Pilkada di Tengah Pandemi, Berebut Suara atau Bertaruh Nyawa?

oleh -171 Dilihat
oleh
Oleh : Muhamad Abrar Ghifari*

Tidak terasa 2 bulan lagi, tepatnya tanggal 9 Desember 2020, akan digelar pesta demokrasi di negara kita tercinta. Pemilihan kepala daerah (Pilkada) serentak sudah ada di depan  mata, para pasangan calon (paslon) dengan timses-nya telah memulai kampanye di berbagai penjuru daerah.

Pilkada kali ini terasa berbeda, mengingat sudah hampir 7 bulan pandemi Covid 19 ada di Indonesia. Tercatat, hingga saat ini total korban positif sudah mencapai 303.498 kasus, dengan rata-rata penambahan jumlah kasus positif setiap harinya mencapai 2.000 orang.

Sudah seharusnya, pemerintah menjadikan hal ini sebagai bahan pertimbangan untuk pelaksanaan Pilkada yang akan berlangsung sebentar lagi. Dengan memaksakan pilkada tetap diselenggarakan, tentunya hal ini bisa merubah ajang pilkada ini menjadi ritual bunuh diri masal.
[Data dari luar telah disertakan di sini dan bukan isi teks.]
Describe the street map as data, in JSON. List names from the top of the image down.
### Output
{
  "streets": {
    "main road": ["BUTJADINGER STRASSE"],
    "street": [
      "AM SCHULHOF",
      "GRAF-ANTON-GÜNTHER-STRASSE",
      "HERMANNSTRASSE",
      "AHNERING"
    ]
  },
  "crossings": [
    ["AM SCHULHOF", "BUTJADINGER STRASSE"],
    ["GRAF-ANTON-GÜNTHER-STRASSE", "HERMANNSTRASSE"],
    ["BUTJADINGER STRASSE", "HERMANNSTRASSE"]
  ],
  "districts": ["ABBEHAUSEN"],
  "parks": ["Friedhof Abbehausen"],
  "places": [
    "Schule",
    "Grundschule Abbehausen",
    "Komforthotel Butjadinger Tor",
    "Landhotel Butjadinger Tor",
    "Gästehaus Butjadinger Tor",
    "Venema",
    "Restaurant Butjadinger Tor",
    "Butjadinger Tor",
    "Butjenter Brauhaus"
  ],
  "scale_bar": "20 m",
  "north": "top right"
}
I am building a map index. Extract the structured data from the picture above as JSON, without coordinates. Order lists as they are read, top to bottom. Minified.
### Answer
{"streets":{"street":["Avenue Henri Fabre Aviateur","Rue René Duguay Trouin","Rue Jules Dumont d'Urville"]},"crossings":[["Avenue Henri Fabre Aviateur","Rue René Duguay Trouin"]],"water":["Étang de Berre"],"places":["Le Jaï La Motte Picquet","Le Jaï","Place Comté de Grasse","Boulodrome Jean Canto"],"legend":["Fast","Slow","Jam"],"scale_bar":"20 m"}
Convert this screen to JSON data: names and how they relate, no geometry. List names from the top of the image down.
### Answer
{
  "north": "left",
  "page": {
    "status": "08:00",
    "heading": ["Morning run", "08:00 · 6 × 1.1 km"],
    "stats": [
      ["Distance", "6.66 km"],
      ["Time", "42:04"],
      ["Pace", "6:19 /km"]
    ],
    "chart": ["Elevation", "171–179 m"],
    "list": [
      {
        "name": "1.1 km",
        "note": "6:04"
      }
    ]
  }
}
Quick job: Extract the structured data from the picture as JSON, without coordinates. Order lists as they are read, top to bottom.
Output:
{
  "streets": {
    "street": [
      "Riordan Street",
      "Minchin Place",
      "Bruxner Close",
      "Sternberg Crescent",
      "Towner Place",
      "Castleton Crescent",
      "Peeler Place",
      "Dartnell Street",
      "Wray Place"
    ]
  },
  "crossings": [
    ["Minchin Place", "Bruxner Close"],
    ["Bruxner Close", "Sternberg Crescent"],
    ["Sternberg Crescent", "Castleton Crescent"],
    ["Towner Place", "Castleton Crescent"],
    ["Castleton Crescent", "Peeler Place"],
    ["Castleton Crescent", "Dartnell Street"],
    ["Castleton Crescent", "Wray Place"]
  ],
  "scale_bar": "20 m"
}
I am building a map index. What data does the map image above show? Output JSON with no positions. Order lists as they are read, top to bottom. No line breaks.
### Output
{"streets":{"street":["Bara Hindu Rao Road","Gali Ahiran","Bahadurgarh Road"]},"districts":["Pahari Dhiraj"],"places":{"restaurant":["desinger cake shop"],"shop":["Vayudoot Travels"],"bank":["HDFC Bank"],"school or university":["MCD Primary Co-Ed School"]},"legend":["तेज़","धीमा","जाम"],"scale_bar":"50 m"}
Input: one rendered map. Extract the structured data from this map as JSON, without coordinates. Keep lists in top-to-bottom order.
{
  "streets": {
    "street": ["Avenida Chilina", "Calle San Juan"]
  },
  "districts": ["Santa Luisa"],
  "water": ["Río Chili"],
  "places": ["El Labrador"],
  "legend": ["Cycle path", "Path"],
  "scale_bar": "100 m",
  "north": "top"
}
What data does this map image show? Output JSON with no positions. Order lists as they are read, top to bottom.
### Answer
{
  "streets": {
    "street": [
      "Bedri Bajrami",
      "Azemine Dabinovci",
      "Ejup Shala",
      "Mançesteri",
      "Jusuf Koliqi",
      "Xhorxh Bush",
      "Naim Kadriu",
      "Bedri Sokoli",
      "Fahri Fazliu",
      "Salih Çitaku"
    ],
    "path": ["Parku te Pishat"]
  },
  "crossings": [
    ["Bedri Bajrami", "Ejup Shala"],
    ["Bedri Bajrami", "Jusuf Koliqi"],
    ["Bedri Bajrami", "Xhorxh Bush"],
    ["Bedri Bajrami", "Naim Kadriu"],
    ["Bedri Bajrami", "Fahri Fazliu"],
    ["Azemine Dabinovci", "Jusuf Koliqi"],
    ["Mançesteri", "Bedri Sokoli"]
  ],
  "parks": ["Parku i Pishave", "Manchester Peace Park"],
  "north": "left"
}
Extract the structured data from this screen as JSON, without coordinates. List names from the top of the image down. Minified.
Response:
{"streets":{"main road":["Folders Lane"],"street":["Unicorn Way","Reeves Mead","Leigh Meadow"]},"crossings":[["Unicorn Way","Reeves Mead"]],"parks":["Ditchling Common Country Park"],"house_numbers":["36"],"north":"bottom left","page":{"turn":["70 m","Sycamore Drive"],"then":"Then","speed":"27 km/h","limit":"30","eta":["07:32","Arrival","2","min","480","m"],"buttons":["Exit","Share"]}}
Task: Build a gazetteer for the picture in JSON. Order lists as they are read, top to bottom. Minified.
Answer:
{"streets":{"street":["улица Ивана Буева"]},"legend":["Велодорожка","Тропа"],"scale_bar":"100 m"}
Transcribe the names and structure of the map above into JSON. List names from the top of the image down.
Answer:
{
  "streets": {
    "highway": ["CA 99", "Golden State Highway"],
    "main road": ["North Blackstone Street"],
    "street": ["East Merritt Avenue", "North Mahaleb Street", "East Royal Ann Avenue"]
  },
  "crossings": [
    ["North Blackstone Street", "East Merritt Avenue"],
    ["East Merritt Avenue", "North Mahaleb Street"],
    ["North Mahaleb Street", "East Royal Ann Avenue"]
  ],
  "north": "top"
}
Kita mempercayakan kepada KPU untuk melindungi pemilih, tapi dua komisioner KPU saja kena Covid-19. Dan para calon yang ingin meyakinkan kita itu ada 62 yang kena Covid-19.

Pelaksanaan Pilkada juga akan meningkatkan resiko penularan virus corona yang bisa berujung dengan bertambahnya korban jiwa.

Jika pilkada tetap dilaksanakan, akan terjadi bencana kemanusiaan, karena banyaknya korban jiwa. Selain itu juga hal ini akan menjadikan pilkada kali ini sebagai sebuah bencana politik dan demokrasi ini akan terkenang mundur dan dicatat sebagai momen yang gelap dalam demokrasi kita.

Jika KPU tetap bersikeras untuk mengadakan pilkada, maka KPU wajib merubah cara kampanye para paslon menjadi daring untuk meminimalisir kerumunan, dengan memanfaatkan teknologi yang ada, sosialisasi via media sosial atau cara lainnya.

Meskipun beberapa paslon sudah mulai melakukan kampanye secara daring, seperti yang dilakukan calon walikota Solo, Gibran Rakabuming. Gibran menggunakan virtual box untuk mendengar aspirasi dari masyarakat, namun hal ini tidaklah efektif, mengingat karena adanya virtual box ini masyarakat malah berkumpul, membuat kerumunan, karena penasaran dengan adanya alat ini.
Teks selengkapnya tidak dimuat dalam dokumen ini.